Exactly the lines from the opening of the data through the line containing "2px #684c3a) drop-shadow(0" should be reproduced, please, with nothing added.

─── Material provided ───

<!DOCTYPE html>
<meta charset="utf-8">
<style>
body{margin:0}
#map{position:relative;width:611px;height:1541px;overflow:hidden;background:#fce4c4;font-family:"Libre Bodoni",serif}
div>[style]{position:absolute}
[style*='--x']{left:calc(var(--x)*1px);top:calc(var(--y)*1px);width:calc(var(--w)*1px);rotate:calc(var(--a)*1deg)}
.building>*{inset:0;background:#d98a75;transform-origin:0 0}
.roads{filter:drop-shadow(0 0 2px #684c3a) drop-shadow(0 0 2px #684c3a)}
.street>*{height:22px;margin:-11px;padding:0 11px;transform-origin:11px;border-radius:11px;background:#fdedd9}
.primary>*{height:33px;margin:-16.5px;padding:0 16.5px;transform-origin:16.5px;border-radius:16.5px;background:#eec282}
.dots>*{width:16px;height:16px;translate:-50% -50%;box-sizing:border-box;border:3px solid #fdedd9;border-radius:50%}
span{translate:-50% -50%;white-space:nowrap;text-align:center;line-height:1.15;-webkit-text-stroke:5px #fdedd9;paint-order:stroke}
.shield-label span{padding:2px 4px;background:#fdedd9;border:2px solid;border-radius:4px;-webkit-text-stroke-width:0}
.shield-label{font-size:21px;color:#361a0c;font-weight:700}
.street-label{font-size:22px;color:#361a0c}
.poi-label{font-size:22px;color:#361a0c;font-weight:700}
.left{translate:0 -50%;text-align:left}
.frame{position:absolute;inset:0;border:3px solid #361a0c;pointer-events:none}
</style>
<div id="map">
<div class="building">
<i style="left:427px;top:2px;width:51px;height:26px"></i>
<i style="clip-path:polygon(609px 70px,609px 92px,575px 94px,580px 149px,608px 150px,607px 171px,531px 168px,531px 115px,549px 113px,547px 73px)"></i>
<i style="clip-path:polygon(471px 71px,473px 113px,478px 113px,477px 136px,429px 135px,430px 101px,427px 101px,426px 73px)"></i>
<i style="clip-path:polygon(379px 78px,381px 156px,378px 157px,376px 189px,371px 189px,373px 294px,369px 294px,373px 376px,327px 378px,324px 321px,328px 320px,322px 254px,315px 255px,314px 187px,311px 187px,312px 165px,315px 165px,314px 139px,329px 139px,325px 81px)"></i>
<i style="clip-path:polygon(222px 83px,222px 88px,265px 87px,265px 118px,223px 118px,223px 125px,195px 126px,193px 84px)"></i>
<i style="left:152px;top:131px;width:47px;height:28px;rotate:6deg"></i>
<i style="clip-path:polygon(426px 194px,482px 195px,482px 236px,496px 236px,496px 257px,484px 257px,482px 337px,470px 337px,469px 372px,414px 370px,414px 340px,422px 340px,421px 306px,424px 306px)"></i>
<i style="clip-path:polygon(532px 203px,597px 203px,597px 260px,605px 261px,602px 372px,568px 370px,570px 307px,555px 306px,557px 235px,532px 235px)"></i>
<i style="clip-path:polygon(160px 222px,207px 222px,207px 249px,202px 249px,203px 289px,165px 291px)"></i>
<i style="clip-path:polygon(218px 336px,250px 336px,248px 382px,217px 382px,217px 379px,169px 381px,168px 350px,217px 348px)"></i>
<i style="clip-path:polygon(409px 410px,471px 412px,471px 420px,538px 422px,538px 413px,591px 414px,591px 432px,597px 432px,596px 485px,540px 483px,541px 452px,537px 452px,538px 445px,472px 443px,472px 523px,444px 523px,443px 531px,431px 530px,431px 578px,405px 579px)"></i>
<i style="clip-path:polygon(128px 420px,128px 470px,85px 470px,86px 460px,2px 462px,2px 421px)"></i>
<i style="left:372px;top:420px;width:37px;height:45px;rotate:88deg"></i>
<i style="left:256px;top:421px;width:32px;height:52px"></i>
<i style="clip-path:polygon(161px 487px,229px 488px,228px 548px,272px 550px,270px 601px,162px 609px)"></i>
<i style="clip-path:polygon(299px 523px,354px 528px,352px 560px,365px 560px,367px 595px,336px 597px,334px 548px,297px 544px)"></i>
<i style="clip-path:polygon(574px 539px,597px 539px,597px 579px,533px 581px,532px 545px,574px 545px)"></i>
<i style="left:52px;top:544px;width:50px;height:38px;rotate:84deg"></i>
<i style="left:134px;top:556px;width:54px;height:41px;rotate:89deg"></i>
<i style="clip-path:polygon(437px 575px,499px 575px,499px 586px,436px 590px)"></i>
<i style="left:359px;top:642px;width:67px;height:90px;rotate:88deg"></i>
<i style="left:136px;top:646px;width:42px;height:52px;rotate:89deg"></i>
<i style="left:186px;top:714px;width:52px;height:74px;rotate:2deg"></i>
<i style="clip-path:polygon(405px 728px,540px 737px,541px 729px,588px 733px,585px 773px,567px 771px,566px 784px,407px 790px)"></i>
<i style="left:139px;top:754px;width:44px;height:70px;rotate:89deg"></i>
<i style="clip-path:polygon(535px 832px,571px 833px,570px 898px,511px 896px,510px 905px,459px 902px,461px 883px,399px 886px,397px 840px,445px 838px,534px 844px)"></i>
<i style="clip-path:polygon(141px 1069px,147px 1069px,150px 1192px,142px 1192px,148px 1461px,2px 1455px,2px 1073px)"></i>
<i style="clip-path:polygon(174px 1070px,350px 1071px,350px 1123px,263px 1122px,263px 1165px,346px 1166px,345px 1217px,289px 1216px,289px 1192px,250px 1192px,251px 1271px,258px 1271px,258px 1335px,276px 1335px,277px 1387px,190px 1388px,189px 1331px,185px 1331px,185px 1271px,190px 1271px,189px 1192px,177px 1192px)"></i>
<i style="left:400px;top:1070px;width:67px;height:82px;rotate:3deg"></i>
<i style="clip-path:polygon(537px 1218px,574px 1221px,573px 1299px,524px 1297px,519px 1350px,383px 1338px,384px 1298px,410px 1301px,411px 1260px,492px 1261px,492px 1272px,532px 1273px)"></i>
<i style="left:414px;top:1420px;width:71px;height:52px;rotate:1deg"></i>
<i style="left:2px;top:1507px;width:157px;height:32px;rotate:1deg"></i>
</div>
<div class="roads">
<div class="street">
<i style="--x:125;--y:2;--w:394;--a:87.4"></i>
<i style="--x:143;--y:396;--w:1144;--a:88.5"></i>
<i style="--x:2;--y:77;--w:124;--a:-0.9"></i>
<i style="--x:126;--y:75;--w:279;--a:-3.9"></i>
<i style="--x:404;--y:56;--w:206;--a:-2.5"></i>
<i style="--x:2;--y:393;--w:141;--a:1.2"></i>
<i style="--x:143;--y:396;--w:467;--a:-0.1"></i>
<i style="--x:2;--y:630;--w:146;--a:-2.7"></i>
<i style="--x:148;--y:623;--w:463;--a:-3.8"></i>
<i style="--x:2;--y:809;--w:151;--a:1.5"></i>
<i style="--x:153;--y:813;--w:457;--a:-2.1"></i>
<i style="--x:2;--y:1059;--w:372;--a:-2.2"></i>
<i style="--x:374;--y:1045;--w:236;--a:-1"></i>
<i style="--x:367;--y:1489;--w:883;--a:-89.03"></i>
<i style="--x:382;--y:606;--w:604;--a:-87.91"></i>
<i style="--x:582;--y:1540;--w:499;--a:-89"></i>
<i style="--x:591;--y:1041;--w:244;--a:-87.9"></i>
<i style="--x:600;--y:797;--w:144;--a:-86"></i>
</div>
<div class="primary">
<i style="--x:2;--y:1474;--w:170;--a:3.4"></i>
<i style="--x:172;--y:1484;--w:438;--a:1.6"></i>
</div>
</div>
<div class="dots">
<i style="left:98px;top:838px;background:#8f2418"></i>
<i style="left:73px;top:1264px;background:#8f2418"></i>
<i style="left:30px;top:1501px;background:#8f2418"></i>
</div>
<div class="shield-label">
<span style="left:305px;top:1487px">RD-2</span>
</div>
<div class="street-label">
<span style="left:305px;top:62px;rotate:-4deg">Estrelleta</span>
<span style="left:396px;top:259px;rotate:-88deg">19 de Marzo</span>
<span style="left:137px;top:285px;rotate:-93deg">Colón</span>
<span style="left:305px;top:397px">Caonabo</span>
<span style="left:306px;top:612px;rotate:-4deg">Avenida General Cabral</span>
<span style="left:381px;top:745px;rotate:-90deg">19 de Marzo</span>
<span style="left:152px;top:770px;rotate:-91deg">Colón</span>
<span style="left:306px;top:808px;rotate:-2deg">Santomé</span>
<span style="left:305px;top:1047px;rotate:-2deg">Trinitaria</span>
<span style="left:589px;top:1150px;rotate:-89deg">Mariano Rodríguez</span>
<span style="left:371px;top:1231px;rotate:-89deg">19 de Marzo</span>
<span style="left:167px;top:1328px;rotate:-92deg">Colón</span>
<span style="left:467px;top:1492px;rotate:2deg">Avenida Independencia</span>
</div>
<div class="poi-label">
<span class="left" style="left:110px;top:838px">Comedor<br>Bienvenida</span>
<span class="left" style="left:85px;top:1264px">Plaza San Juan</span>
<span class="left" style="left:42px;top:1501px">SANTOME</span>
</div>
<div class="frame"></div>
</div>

───

» Solution for this exercise
<!DOCTYPE html>
<meta charset="utf-8">
<style>
body{margin:0}
#map{position:relative;width:611px;height:1541px;overflow:hidden;background:#fce4c4;font-family:"Libre Bodoni",serif}
div>[style]{position:absolute}
[style*='--x']{left:calc(var(--x)*1px);top:calc(var(--y)*1px);width:calc(var(--w)*1px);rotate:calc(var(--a)*1deg)}
.building>*{inset:0;background:#d98a75;transform-origin:0 0}
.roads{filter:drop-shadow(0 0 2px #684c3a) drop-shadow(0 0 2px #684c3a)}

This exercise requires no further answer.